- Opening Delimiter -

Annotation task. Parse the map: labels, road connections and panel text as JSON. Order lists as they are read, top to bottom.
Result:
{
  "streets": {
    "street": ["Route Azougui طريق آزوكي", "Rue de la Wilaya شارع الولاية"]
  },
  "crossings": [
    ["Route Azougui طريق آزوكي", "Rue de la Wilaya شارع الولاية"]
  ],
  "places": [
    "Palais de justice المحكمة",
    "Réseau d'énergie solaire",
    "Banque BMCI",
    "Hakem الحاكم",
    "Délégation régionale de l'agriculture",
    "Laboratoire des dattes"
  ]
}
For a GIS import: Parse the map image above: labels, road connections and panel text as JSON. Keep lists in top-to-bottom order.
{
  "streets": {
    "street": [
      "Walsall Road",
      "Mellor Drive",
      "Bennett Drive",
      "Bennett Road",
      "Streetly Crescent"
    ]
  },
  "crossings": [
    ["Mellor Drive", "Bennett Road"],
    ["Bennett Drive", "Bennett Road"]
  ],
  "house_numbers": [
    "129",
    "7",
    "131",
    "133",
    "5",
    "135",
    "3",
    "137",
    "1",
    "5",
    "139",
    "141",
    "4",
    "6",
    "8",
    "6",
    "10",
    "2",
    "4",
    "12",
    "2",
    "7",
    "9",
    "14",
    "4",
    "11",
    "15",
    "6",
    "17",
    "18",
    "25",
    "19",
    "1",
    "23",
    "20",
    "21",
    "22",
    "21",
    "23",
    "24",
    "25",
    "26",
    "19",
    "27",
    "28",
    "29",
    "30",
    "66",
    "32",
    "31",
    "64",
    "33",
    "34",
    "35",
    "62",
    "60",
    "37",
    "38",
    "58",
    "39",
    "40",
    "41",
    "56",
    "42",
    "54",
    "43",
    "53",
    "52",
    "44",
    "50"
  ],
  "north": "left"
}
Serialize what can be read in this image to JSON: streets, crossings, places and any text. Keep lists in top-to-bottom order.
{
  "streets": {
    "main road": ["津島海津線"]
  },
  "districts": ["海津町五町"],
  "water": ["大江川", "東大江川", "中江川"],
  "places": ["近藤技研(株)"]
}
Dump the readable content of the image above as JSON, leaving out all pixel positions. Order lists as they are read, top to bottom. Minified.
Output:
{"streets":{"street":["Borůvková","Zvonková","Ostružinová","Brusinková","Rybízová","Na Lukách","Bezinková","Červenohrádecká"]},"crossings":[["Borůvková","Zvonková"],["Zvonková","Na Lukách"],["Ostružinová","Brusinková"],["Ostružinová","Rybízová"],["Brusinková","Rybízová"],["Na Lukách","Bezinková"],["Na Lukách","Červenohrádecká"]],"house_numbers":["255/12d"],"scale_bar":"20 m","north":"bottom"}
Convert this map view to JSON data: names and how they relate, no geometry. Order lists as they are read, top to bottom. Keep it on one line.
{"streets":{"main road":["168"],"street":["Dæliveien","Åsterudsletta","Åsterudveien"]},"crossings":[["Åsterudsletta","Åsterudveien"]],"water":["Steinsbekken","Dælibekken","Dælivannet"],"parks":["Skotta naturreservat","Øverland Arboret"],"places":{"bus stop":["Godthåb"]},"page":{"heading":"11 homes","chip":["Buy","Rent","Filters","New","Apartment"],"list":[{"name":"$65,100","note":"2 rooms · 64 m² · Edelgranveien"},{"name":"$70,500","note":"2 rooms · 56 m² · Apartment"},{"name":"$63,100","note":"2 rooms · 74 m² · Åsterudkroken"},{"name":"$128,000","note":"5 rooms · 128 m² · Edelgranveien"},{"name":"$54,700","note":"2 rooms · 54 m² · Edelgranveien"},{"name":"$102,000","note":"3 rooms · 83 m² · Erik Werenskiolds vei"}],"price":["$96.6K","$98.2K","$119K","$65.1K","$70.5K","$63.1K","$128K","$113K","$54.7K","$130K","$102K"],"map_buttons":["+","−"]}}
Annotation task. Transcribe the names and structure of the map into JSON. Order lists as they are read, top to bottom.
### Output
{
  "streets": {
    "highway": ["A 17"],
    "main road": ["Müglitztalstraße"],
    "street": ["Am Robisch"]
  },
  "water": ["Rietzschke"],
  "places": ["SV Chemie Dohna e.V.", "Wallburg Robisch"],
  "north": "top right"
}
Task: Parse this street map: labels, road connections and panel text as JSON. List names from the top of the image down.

- Closing Delimiter -

- **Task to complete**:
Starting at the top of the records, copy every line exactly.

- **Problem solution**:
Annotation task. Parse the map: labels, road connections and panel text as JSON. Order lists as they are read, top to bottom.
Result:
{
  "streets": {
    "street": ["Route Azougui طريق آزوكي", "Rue de la Wilaya شارع الولاية"]
  },
  "crossings": [
    ["Route Azougui طريق آزوكي", "Rue de la Wilaya شارع الولاية"]
  ],
  "places": [
    "Palais de justice المحكمة",
    "Réseau d'énergie solaire",
    "Banque BMCI",
    "Hakem الحاكم",
    "Délégation régionale de l'agriculture",
    "Laboratoire des dattes"
  ]
}
For a GIS import: Parse the map image above: labels, road connections and panel text as JSON. Keep lists in top-to-bottom order.
{
  "streets": {
    "street": [
      "Walsall Road",
      "Mellor Drive",
      "Bennett Drive",
      "Bennett Road",
      "Streetly Crescent"
    ]
  },
  "crossings": [
    ["Mellor Drive", "Bennett Road"],
    ["Bennett Drive", "Bennett Road"]
  ],
  "house_numbers": [
    "129",
    "7",
    "131",
    "133",
    "5",
    "135",
    "3",
    "137",
    "1",
    "5",
    "139",
    "141",
    "4",
    "6",
    "8",
    "6",
    "10",
    "2",
    "4",
    "12",
    "2",
    "7",
    "9",
    "14",
    "4",
    "11",
    "15",
    "6",
    "17",
    "18",
    "25",
    "19",
    "1",
    "23",
    "20",
    "21",
    "22",
    "21",
    "23",
    "24",
    "25",
    "26",
    "19",
    "27",
    "28",
    "29",
    "30",
    "66",
    "32",
    "31",
    "64",
    "33",
    "34",
    "35",
    "62",
    "60",
    "37",
    "38",
    "58",
    "39",
    "40",
    "41",
    "56",
    "42",
    "54",
    "43",
    "53",
    "52",
    "44",
    "50"
  ],
  "north": "left"
}
Serialize what can be read in this image to JSON: streets, crossings, places and any text. Keep lists in top-to-bottom order.
{
  "streets": {
    "main road": ["津島海津線"]
  },
  "districts": ["海津町五町"],
  "water": ["大江川", "東大江川", "中江川"],
  "places": ["近藤技研(株)"]
}
Dump the readable content of the image above as JSON, leaving out all pixel positions. Order lists as they are read, top to bottom. Minified.
Output:
{"streets":{"street":["Borůvková","Zvonková","Ostružinová","Brusinková","Rybízová","Na Lukách","Bezinková","Červenohrádecká"]},"crossings":[["Borůvková","Zvonková"],["Zvonková","Na Lukách"],["Ostružinová","Brusinková"],["Ostružinová","Rybízová"],["Brusinková","Rybízová"],["Na Lukách","Bezinková"],["Na Lukách","Červenohrádecká"]],"house_numbers":["255/12d"],"scale_bar":"20 m","north":"bottom"}
Convert this map view to JSON data: names and how they relate, no geometry. Order lists as they are read, top to bottom. Keep it on one line.
{"streets":{"main road":["168"],"street":["Dæliveien","Åsterudsletta","Åsterudveien"]},"crossings":[["Åsterudsletta","Åsterudveien"]],"water":["Steinsbekken","Dælibekken","Dælivannet"],"parks":["Skotta naturreservat","Øverland Arboret"],"places":{"bus stop":["Godthåb"]},"page":{"heading":"11 homes","chip":["Buy","Rent","Filters","New","Apartment"],"list":[{"name":"$65,100","note":"2 rooms · 64 m² · Edelgranveien"},{"name":"$70,500","note":"2 rooms · 56 m² · Apartment"},{"name":"$63,100","note":"2 rooms · 74 m² · Åsterudkroken"},{"name":"$128,000","note":"5 rooms · 128 m² · Edelgranveien"},{"name":"$54,700","note":"2 rooms · 54 m² · Edelgranveien"},{"name":"$102,000","note":"3 rooms · 83 m² · Erik Werenskiolds vei"}],"price":["$96.6K","$98.2K","$119K","$65.1K","$70.5K","$63.1K","$128K","$113K","$54.7K","$130K","$102K"],"map_buttons":["+","−"]}}
Annotation task. Transcribe the names and structure of the map into JSON. Order lists as they are read, top to bottom.
### Output
{
  "streets": {
    "highway": ["A 17"],
    "main road": ["Müglitztalstraße"],
    "street": ["Am Robisch"]
  },
  "water": ["Rietzschke"],
  "places": ["SV Chemie Dohna e.V.", "Wallburg Robisch"],
  "north": "top right"
}
Task: Parse this street map: labels, road connections and panel text as JSON. List names from the top of the image down.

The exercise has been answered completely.